The Gainesville modification center, Fontaine's seventh nationwide, is scheduled to be fully operational by the fourth quarter of 2012. Fontaine will continue to support all auto transport customer needs through the transitional period at its other modification centers.
"Most auto transportation companies in North America today own vehicles that are 10 to 15 years old and reaching the end of their lifecycles. Therefore, we believe there will be a serious upturn in the market in the next three to five years," said Will Trantham, president of Fontaine Modification. "More than 80 percent of the tractors Fontaine has modified for auto hauler purposes over the last two years have been sent to Cottrell to be fully converted into auto transport carriers. Dedicating a business segment to this growing market and placing it near the auto transport equipment leader was a natural decision."

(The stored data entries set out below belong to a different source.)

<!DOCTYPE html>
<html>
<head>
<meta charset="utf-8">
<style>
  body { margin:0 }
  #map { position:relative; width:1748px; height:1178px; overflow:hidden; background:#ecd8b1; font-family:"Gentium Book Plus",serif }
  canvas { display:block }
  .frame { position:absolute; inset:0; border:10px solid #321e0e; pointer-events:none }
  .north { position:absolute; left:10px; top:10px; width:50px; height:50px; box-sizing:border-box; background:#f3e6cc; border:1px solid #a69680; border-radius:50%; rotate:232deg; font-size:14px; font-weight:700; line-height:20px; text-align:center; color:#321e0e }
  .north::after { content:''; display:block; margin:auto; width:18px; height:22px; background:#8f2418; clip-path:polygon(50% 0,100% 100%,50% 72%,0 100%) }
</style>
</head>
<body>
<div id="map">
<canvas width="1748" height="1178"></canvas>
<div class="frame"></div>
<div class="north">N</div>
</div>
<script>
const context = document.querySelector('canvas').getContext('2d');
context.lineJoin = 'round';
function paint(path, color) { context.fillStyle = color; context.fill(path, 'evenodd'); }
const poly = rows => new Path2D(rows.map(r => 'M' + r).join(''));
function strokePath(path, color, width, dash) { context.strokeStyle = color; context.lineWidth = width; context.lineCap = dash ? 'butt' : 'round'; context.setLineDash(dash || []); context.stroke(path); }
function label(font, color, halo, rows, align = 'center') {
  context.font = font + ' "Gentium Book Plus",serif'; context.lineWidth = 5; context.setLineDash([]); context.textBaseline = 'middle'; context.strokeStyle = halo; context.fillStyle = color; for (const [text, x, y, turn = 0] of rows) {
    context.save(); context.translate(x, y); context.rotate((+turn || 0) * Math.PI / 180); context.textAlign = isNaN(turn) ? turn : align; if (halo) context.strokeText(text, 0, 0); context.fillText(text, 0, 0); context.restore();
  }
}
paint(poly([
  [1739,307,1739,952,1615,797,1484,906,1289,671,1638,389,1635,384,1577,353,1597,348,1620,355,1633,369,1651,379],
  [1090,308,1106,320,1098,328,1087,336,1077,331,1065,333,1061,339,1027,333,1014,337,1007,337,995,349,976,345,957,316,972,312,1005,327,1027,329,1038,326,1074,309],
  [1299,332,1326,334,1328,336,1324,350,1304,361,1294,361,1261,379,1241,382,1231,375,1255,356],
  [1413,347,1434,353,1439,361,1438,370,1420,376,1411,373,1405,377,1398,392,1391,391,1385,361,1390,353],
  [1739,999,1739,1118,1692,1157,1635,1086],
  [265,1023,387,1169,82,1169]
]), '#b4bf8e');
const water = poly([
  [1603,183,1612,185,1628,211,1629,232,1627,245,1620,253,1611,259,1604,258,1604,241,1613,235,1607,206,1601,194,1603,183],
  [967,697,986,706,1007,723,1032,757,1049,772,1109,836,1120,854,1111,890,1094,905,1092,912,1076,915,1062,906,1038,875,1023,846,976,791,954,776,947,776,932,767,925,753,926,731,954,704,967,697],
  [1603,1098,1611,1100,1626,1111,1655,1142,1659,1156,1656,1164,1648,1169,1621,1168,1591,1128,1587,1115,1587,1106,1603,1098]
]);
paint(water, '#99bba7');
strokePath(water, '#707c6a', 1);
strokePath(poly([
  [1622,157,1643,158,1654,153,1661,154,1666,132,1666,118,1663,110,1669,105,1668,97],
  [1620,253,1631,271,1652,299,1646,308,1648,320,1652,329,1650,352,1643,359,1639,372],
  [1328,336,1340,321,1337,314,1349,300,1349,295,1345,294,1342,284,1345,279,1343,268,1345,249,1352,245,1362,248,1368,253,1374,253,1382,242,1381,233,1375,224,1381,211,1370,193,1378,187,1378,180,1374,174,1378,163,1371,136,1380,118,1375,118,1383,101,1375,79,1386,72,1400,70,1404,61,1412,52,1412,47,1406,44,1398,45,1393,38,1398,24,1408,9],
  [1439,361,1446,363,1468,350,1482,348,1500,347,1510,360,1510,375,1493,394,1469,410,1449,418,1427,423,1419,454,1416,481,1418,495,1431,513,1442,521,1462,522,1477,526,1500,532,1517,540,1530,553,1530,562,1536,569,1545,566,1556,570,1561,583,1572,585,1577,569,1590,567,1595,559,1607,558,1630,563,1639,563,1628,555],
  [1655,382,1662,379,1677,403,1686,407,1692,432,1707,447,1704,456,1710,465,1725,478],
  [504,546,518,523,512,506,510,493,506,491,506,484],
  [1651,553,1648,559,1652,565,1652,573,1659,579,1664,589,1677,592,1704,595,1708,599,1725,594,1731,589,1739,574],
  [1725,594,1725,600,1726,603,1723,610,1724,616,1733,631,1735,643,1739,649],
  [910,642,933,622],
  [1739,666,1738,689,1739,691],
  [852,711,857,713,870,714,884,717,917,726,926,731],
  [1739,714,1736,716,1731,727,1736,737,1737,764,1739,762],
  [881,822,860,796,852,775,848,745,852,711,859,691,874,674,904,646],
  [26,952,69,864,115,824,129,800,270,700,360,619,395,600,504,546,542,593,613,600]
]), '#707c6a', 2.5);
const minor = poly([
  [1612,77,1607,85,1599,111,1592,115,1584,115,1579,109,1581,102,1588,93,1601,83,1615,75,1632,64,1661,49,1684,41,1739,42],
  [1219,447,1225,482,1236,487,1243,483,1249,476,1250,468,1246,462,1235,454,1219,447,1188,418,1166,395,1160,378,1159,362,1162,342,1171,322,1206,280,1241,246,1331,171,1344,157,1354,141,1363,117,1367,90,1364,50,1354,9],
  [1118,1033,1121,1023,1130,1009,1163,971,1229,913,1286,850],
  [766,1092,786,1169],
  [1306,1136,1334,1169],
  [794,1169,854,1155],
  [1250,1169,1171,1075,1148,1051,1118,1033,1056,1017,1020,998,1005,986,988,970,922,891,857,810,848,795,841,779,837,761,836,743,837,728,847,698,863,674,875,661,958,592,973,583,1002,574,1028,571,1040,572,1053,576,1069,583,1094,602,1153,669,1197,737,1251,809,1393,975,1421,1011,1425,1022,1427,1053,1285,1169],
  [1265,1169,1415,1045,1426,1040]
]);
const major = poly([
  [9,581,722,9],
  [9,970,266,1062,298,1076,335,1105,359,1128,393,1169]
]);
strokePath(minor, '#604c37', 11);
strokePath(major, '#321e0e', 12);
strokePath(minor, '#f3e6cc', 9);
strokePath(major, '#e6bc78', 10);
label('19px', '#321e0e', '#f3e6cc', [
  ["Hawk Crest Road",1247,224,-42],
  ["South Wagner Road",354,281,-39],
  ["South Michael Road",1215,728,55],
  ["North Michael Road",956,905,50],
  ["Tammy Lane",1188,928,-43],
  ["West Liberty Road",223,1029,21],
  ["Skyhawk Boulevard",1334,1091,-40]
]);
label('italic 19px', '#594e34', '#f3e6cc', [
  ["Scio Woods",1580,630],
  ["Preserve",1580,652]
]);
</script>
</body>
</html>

Jeff Martin, vice president of sales for Cottrell, says that having the Fontaine team providing high-quality cab modifications just down the road will improve the overall production process.
"The large majority of day cab tractor conversions go through Fontaine before coming to us," said Martin. "Having a dedicated Fontaine Modification Center within five miles of our facility will improve communication between all parties and result in shorter delivery times for our customers."
New emissions regulations over the last 10 years have resulted in major changes to the tractors used for auto haulers. Some models have been eliminated, while many others have grown up to four inches taller. Four inches may not have a significant impact on standard over-the-road applications, but since auto haulers mount vehicle-holding bodies on top of the cabs, any loss in the amount of space available there can result in a significant decrease in the percentage load factor. In order to maintain the same hauling capacity, most auto transport companies have the cabs of new trucks modified.
The Fontaine Auto Transport Modification Services team will provide the modifications needed to convert tractors for use as auto haulers, including lowering cab heights. The facility will also offer APU installation, fleet service packages and any post-production services auto hauler customers may need.
Ivan Barnes has been promoted to general manager of the Fontaine Auto Transport Modification Services business segment and will relocate to Gainesville, Ga., in August. Aaron Gravely, production manager for the Volvo Auto Transport production line in Dublin, Va., has been promoted to operations manager of the Gainesville facility. He will report directly to Barnes.
Fontaine's other six modification centers are in Denton, Texas; Garland, Texas; Laredo, Texas; Charlotte, N.C.; Dublin, Va.; and Williamstown, W.V. The Charlotte location also houses the company headquarters and Innovation Center for Research and Development.